Stem Cells
Induced pluripotent stem cells (iPS cells or iPSCs) are stem cells created from mature cells of the body, such as skin cells. These stem cells can then be directed to mature into a desired cell type. Scientists hope to use iPS cells to help repair damaged tissues and organs.
In 2013, researchers at the Center for Biosystems Dynamics Research (BDR) initiated the world’s first clinical study using iPS cells in human patients. The treatment was for age-related macular degeneration—a leading cause of vision loss in older people. In 2014, Masayo Takahashi and her collaborators performed the first transplant of iPS-cell derived laboratory grown tissue into a human patient. This initial effort used autogenic iPS cells, meaning that they were derived from the same person who received the transplant. Since then, the group has made further advances using animal models. In 2017, they showed that mice who received iPS cell-derived retinal transplants could see light and use the visual experience to modify their behavior.
In 2016, the group began allogenic iPS-cell transplants in monkeys. They grew retinal pigment epithelial cells from iPS cells derived from one monkey and succeeded in transplanting them into another monkey without rejection.
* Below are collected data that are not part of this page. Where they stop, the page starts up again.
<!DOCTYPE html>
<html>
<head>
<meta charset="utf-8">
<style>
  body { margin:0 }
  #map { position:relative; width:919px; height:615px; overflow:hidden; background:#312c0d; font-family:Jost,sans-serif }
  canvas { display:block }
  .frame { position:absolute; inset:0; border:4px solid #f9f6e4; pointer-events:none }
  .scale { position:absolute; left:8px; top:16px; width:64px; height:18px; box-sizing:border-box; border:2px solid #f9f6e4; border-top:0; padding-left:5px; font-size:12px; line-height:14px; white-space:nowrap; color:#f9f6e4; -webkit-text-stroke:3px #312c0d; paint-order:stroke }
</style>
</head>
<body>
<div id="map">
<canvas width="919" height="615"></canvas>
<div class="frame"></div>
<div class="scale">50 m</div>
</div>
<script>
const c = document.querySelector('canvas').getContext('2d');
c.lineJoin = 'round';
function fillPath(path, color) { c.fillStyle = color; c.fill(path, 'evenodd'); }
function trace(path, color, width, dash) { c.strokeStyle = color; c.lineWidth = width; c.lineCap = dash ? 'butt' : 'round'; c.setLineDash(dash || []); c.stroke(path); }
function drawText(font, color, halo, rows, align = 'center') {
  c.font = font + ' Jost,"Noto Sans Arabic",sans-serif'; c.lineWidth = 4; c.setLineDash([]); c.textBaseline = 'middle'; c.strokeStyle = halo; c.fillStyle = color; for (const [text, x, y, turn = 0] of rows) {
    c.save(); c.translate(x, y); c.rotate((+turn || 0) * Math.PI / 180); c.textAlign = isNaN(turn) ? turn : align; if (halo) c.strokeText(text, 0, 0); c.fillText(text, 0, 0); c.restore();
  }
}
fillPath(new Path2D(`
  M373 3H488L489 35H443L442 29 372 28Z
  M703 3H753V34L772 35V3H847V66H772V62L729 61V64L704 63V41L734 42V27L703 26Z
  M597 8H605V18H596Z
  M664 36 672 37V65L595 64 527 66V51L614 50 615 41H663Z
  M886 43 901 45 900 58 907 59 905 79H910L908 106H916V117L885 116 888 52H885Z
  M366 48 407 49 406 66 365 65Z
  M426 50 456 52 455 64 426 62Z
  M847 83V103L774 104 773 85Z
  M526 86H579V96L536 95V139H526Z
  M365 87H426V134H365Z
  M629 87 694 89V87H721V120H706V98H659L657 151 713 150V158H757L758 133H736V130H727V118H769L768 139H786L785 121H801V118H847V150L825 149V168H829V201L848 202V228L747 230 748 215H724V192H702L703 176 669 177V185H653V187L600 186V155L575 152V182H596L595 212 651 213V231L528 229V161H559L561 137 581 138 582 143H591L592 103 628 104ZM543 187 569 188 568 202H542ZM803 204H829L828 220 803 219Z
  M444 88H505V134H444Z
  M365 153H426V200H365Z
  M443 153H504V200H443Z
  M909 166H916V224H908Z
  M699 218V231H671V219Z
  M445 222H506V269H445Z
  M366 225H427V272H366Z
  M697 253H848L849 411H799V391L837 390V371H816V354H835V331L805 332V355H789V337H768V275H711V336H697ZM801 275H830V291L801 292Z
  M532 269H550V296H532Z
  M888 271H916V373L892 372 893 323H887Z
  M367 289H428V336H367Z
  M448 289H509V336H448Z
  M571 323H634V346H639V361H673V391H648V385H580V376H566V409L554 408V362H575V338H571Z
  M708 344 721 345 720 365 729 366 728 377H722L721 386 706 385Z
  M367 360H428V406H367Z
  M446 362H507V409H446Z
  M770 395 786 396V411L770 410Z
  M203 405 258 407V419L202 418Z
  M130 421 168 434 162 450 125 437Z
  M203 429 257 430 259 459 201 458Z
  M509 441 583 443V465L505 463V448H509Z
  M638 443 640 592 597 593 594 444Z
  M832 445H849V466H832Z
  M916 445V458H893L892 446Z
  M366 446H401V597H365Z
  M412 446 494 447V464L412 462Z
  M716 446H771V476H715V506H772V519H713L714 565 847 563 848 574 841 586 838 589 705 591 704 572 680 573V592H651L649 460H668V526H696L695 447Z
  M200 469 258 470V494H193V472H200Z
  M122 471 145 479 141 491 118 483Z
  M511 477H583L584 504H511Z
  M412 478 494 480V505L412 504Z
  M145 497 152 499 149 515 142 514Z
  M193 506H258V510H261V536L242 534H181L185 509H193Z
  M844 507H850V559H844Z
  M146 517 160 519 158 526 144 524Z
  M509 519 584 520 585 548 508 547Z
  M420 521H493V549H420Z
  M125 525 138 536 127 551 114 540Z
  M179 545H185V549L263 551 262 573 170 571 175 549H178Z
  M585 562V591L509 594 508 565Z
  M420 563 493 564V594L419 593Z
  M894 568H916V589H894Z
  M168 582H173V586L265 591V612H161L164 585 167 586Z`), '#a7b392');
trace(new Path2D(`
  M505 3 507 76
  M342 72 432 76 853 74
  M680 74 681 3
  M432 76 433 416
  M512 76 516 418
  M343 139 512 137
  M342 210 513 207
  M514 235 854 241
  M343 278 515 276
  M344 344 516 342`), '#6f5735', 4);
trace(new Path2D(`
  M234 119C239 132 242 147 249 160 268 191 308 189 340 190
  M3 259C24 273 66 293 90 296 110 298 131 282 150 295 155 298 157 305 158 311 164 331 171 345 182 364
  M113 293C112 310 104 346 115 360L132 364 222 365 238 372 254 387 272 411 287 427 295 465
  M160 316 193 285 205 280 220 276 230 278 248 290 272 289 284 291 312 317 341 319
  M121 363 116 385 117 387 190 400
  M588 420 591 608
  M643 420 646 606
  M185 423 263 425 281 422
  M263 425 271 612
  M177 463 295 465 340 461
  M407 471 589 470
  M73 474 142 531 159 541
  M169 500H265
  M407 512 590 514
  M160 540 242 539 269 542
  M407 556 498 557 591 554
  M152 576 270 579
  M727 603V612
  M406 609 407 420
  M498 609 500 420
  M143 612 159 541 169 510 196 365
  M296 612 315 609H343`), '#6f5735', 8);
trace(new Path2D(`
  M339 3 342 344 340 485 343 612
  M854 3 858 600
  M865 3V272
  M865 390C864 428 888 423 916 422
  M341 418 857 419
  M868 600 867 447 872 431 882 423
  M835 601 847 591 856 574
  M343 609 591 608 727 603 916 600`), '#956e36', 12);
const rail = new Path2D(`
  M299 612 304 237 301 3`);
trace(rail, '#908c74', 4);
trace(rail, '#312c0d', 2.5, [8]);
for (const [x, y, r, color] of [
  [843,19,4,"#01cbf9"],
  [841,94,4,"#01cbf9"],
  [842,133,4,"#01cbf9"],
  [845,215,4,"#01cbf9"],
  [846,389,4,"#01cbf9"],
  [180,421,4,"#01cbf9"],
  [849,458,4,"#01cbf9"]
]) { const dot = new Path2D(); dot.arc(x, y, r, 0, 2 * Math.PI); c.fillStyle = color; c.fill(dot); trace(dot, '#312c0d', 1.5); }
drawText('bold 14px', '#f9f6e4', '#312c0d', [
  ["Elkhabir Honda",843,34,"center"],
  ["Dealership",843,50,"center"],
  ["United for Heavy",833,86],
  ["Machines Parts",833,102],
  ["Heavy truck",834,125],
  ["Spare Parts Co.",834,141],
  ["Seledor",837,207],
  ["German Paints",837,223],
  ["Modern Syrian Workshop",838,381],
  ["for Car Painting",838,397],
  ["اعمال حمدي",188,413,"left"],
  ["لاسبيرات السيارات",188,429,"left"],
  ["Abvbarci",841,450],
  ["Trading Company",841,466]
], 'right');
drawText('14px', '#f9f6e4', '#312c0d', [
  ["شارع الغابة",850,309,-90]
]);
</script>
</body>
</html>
Based on this success, in February of 2017, the team launched a clinical research project using allogenic iPS cells (see image on left). This study is investigating the safety of transplanting retinal pigment epithelial cells generated from healthy donor-derived iPS cells into immune-type matched patients with age-related macular degeneration. The team has completed transplantation surgery in five patients as planned and is currently closely monitoring the patients for a one-year period.
Regenerative medicine
Other RIKEN laboratories are leading the way towards growing different types of human tissue and organs in the laboratory. In 2016, BDR scientists reprogrammed iPS cells and successfully grew complex skin tissue—complete with hair follicles and sebaceous glands—in the laboratory. They were then able to implant these tissues into living mice, and the tissues formed proper connections with other organ systems such as nerves and muscle fibers (see image on right). In the future, this technique could be used for functional skin transplants in burn victims and other patients who require new skin, or even to combat hair loss. Importantly, the lab-grown skin exhibited sustainable hair cycles, indicating functional regeneration.
Over the last two years, the team has developed a new method for mass producing regenerated hair follicles. In 2018, animal testing of hair follicle regeneration began in conjunction with the RIKEN Program for Drug Discovery and Medical Technology Platforms, which as part of the Cluster for Science, Technology, and Innovation Hub, has bridged the gap between basic research and partners within industry.
These first steps toward creating living 3D tissue in the laboratory are truly groundbreaking. RIKEN is leading the way in this field that was considered science fiction just a few years ago, and which could ultimately create a world in which injured tissues are commonly replaced with tissue grown outside the body.
iPS cells can also be used to study disease development. In 2016, BDR scientists used iPS cells derived from patients with spinocerebellar ataxia, and grew three-dimensional mature Purkinje cells. They found that patient-derived cells became vulnerable when deprived of thyroid hormone. This new model system can be used to develop drug therapies for genetic disorders.